### Exercise brief:
Work out the number of lines below containing the word "JSON" and give nothing besides it.

#####

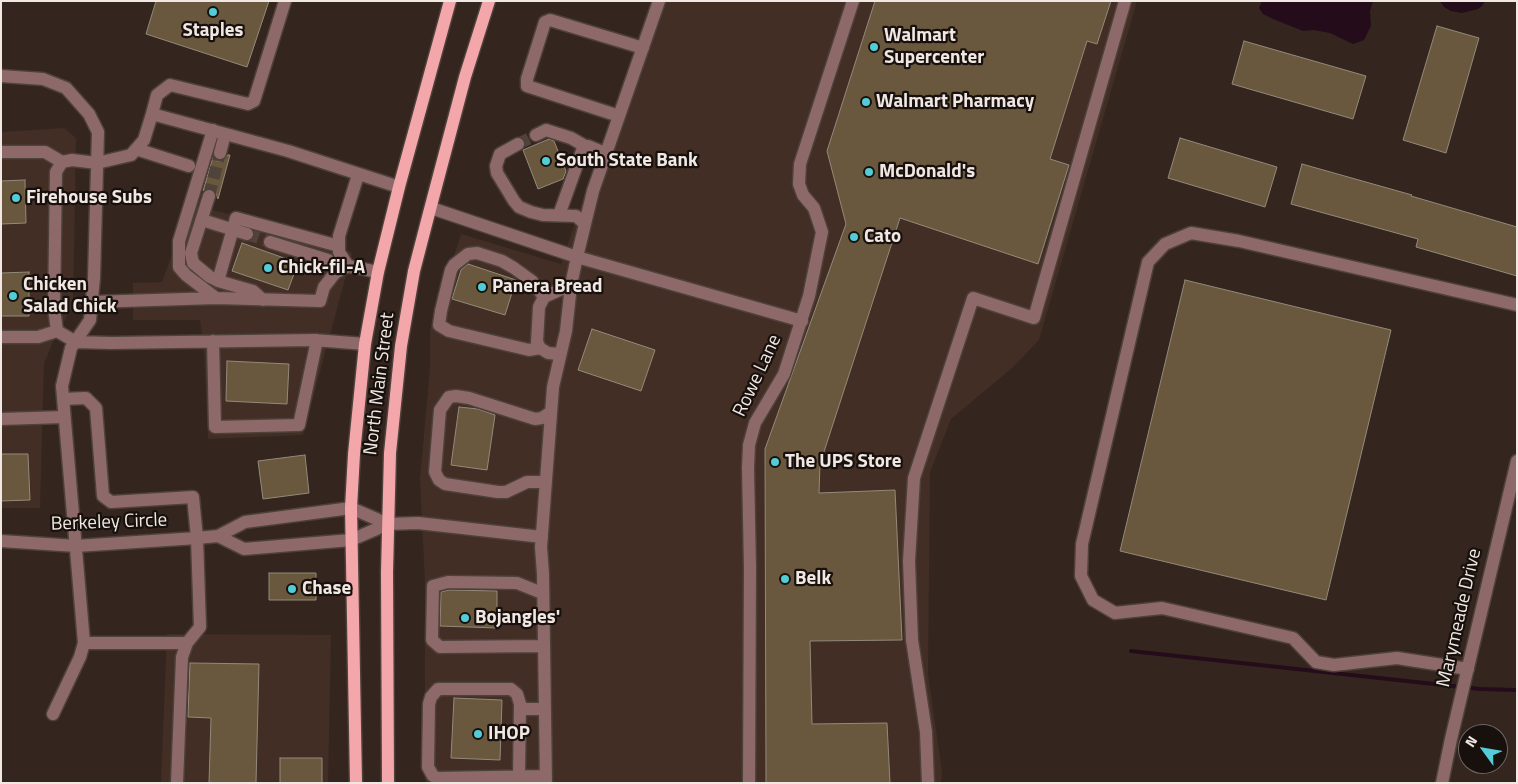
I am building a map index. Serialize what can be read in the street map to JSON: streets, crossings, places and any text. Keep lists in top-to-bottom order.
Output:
{
  "streets": {
    "main road": ["North Main Street"],
    "street": ["Rowe Lane", "Berkeley Circle", "Marymeade Drive"]
  },
  "crossings": [
    ["North Main Street", "Berkeley Circle"]
  ],
  "places": [
    "Staples",
    "Walmart Supercenter",
    "Walmart Pharmacy",
    "South State Bank",
    "McDonald's",
    "Firehouse Subs",
    "Cato",
    "Chick-fil-A",
    "Panera Bread",
    "Chicken Salad Chick",
    "The UPS Store",
    "Belk",
    "Chase",
    "Bojangles'",
    "IHOP"
  ],
  "north": "top left"
}
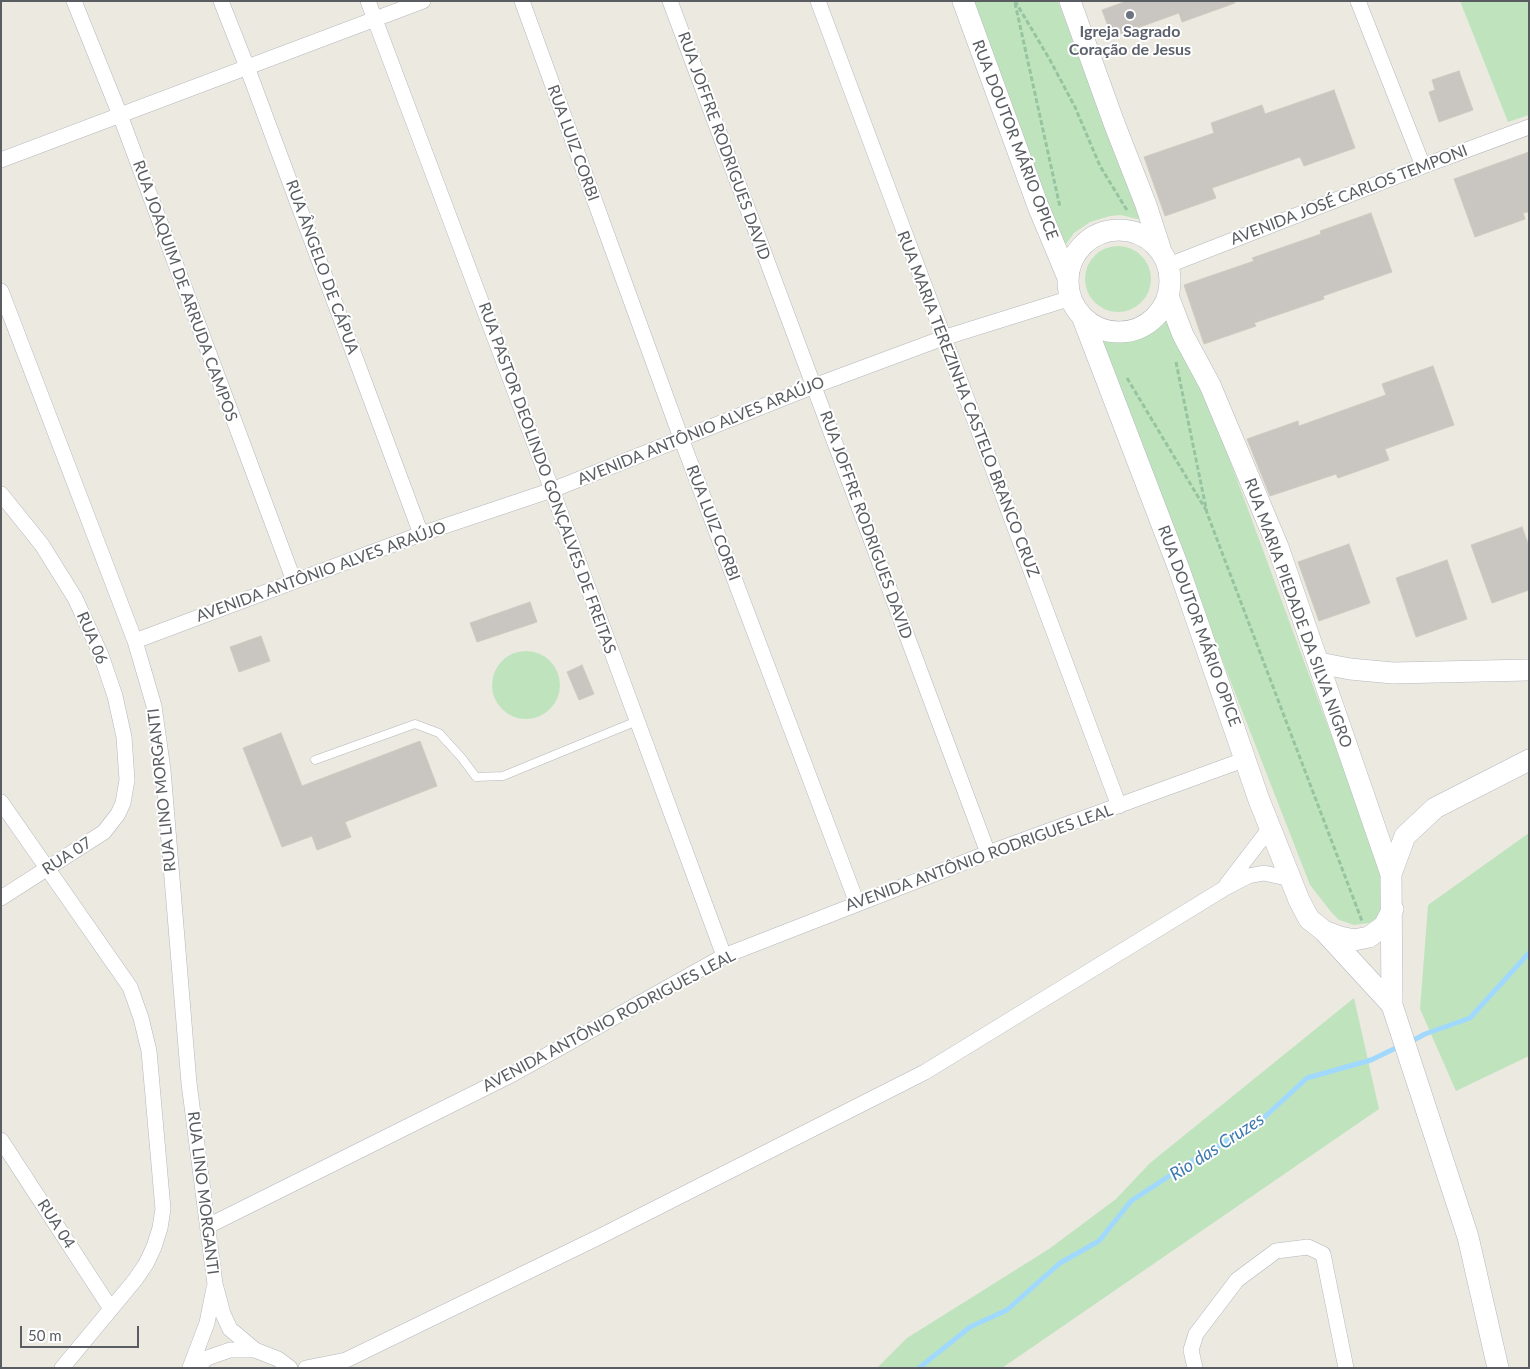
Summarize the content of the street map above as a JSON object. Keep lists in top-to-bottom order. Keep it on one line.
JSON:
{"streets":{"street":["RUA DOUTOR MÁRIO OPICE","RUA LUIZ CORBI","RUA JOFFRE RODRIGUES DAVID","AVENIDA JOSÉ CARLOS TEMPONI","RUA ÂNGELO DE CÁPUA","RUA JOAQUIM DE ARRUDA CAMPOS","RUA MARIA TEREZINHA CASTELO BRANCO CRUZ","AVENIDA ANTÔNIO ALVES ARAÚJO","RUA PASTOR DEOLINDO GONÇALVES DE FREITAS","RUA MARIA PIEDADE DA SILVA NIGRO","RUA 06","RUA LINO MORGANTI","RUA 07","AVENIDA ANTÔNIO RODRIGUES LEAL","RUA 04"]},"crossings":[["RUA DOUTOR MÁRIO OPICE","AVENIDA JOSÉ CARLOS TEMPONI"],["RUA DOUTOR MÁRIO OPICE","AVENIDA ANTÔNIO ALVES ARAÚJO"],["RUA DOUTOR MÁRIO OPICE","RUA MARIA PIEDADE DA SILVA NIGRO"],["RUA DOUTOR MÁRIO OPICE","AVENIDA ANTÔNIO RODRIGUES LEAL"],["RUA LUIZ CORBI","AVENIDA ANTÔNIO ALVES ARAÚJO"],["RUA LUIZ CORBI","AVENIDA ANTÔNIO RODRIGUES LEAL"],["RUA JOFFRE RODRIGUES DAVID","AVENIDA ANTÔNIO ALVES ARAÚJO"],["RUA JOFFRE RODRIGUES DAVID","AVENIDA ANTÔNIO RODRIGUES LEAL"],["AVENIDA JOSÉ CARLOS TEMPONI","AVENIDA ANTÔNIO ALVES ARAÚJO"],["AVENIDA JOSÉ CARLOS TEMPONI","RUA MARIA PIEDADE DA SILVA NIGRO"],["RUA ÂNGELO DE CÁPUA","AVENIDA ANTÔNIO ALVES ARAÚJO"],["RUA JOAQUIM DE ARRUDA CAMPOS","AVENIDA ANTÔNIO ALVES ARAÚJO"],["RUA MARIA TEREZINHA CASTELO BRANCO CRUZ","AVENIDA ANTÔNIO ALVES ARAÚJO"],["RUA MARIA TEREZINHA CASTELO BRANCO CRUZ","AVENIDA ANTÔNIO RODRIGUES LEAL"],["AVENIDA ANTÔNIO ALVES ARAÚJO","RUA PASTOR DEOLINDO GONÇALVES DE FREITAS"],["AVENIDA ANTÔNIO ALVES ARAÚJO","RUA MARIA PIEDADE DA SILVA NIGRO"],["AVENIDA ANTÔNIO ALVES ARAÚJO","RUA LINO MORGANTI"],["RUA PASTOR DEOLINDO GONÇALVES DE FREITAS","AVENIDA ANTÔNIO RODRIGUES LEAL"],["RUA 06","RUA 07"],["RUA LINO MORGANTI","AVENIDA ANTÔNIO RODRIGUES LEAL"]],"water":["Rio das Cruzes"],"places":["Igreja Sagrado Coração de Jesus"],"scale_bar":"50 m"}
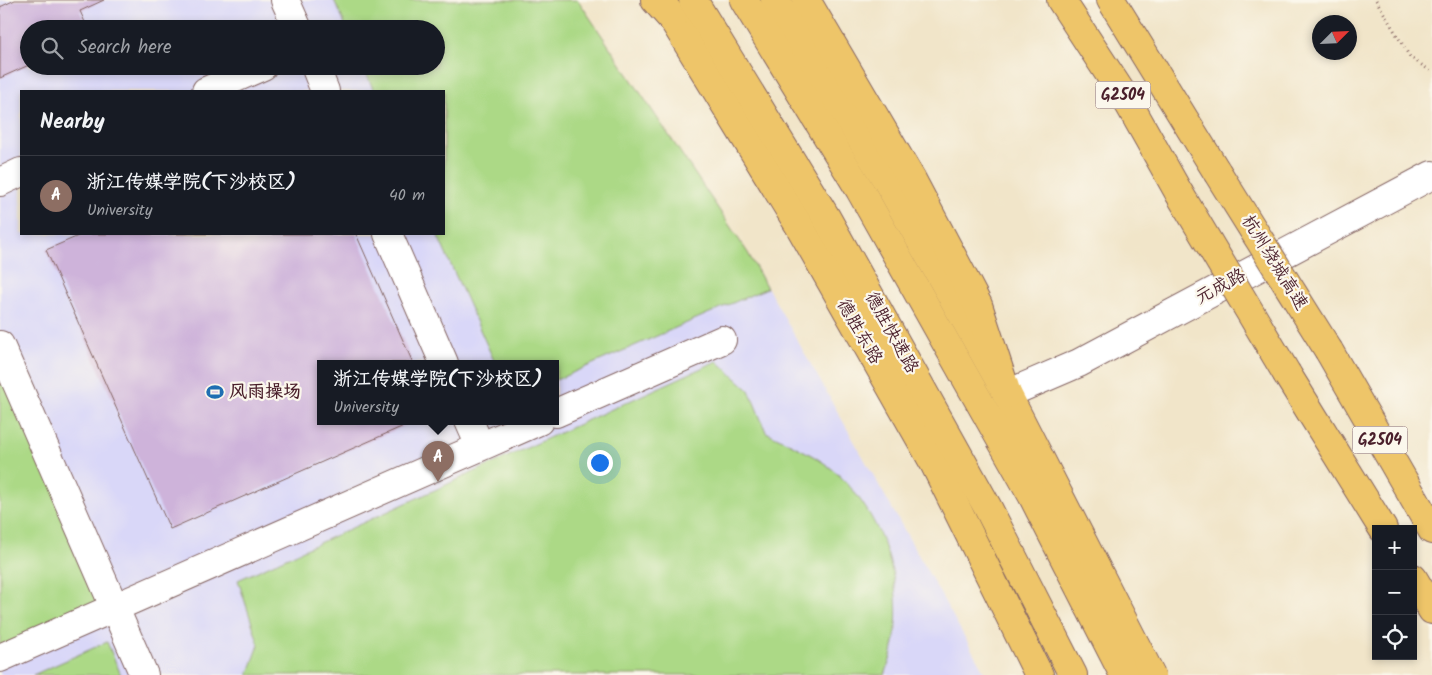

#####

### Answer area:
3